=== THE INPUT ===

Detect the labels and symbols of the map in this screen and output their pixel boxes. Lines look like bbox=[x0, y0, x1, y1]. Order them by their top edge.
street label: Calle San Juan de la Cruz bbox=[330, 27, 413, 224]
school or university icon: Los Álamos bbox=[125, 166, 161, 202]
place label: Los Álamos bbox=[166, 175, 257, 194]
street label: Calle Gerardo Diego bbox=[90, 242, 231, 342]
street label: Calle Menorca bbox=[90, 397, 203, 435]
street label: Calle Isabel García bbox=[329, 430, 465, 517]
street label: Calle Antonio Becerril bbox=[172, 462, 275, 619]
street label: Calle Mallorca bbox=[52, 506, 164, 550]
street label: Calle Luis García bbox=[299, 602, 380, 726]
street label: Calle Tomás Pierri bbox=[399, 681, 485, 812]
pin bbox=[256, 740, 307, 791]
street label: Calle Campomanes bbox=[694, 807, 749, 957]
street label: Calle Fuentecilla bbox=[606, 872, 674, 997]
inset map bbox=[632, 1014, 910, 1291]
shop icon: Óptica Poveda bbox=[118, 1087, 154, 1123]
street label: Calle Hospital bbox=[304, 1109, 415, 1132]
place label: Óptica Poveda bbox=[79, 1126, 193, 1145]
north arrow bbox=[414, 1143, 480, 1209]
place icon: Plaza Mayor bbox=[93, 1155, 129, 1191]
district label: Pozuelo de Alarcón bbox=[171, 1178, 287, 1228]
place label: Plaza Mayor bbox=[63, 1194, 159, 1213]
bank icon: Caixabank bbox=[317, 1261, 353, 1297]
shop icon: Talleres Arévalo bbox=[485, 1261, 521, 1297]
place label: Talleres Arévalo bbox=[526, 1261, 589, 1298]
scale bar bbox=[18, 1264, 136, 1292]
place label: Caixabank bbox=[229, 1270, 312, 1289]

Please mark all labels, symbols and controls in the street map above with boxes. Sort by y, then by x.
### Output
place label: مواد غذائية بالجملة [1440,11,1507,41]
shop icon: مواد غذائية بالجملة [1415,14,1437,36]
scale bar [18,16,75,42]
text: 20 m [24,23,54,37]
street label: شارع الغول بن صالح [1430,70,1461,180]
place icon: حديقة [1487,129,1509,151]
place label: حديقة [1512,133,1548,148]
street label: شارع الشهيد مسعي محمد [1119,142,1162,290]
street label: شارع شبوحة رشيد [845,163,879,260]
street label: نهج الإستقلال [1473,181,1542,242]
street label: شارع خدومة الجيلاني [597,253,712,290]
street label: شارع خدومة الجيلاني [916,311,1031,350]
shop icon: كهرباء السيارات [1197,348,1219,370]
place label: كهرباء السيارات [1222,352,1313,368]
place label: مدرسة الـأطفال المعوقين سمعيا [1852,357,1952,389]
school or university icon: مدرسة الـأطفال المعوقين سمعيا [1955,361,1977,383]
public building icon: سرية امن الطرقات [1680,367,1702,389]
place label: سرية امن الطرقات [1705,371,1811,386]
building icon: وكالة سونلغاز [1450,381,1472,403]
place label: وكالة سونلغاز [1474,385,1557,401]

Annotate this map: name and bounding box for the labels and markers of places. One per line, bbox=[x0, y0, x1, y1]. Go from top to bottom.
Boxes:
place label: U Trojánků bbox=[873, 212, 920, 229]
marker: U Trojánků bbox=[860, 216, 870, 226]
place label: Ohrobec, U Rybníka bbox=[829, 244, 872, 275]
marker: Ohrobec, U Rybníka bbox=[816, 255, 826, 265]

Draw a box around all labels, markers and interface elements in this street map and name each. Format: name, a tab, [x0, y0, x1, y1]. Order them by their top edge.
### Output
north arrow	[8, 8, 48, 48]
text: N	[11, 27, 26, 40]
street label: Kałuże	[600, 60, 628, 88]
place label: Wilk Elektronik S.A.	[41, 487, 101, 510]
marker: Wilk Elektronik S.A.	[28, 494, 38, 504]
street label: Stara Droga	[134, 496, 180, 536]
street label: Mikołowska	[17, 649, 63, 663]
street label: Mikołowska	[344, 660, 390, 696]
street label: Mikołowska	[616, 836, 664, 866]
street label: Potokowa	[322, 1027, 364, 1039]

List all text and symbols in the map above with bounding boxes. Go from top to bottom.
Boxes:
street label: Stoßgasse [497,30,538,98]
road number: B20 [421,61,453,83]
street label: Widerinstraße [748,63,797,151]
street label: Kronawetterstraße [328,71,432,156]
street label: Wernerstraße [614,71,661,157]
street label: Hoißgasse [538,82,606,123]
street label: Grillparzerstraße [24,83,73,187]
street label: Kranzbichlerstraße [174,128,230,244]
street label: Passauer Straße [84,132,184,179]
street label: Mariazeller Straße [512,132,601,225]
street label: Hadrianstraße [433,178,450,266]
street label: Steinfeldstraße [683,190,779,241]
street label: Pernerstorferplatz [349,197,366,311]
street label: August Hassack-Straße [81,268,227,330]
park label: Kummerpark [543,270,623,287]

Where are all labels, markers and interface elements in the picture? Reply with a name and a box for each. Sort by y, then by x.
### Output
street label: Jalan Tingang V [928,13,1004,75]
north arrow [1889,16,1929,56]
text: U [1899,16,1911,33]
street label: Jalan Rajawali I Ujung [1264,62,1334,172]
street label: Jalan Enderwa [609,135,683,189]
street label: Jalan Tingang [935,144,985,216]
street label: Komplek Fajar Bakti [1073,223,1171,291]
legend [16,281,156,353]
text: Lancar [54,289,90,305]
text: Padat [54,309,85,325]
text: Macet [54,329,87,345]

===

Note every line of the entries in which "above" appears, and copy it down.

### OUTPUT FOR THIS EXERCISE
Please mark all labels, symbols and controls in the street map above with boxes. Sort by y, then by x.
List all text and symbols in the map above with bounding boxes. Go from top to bottom.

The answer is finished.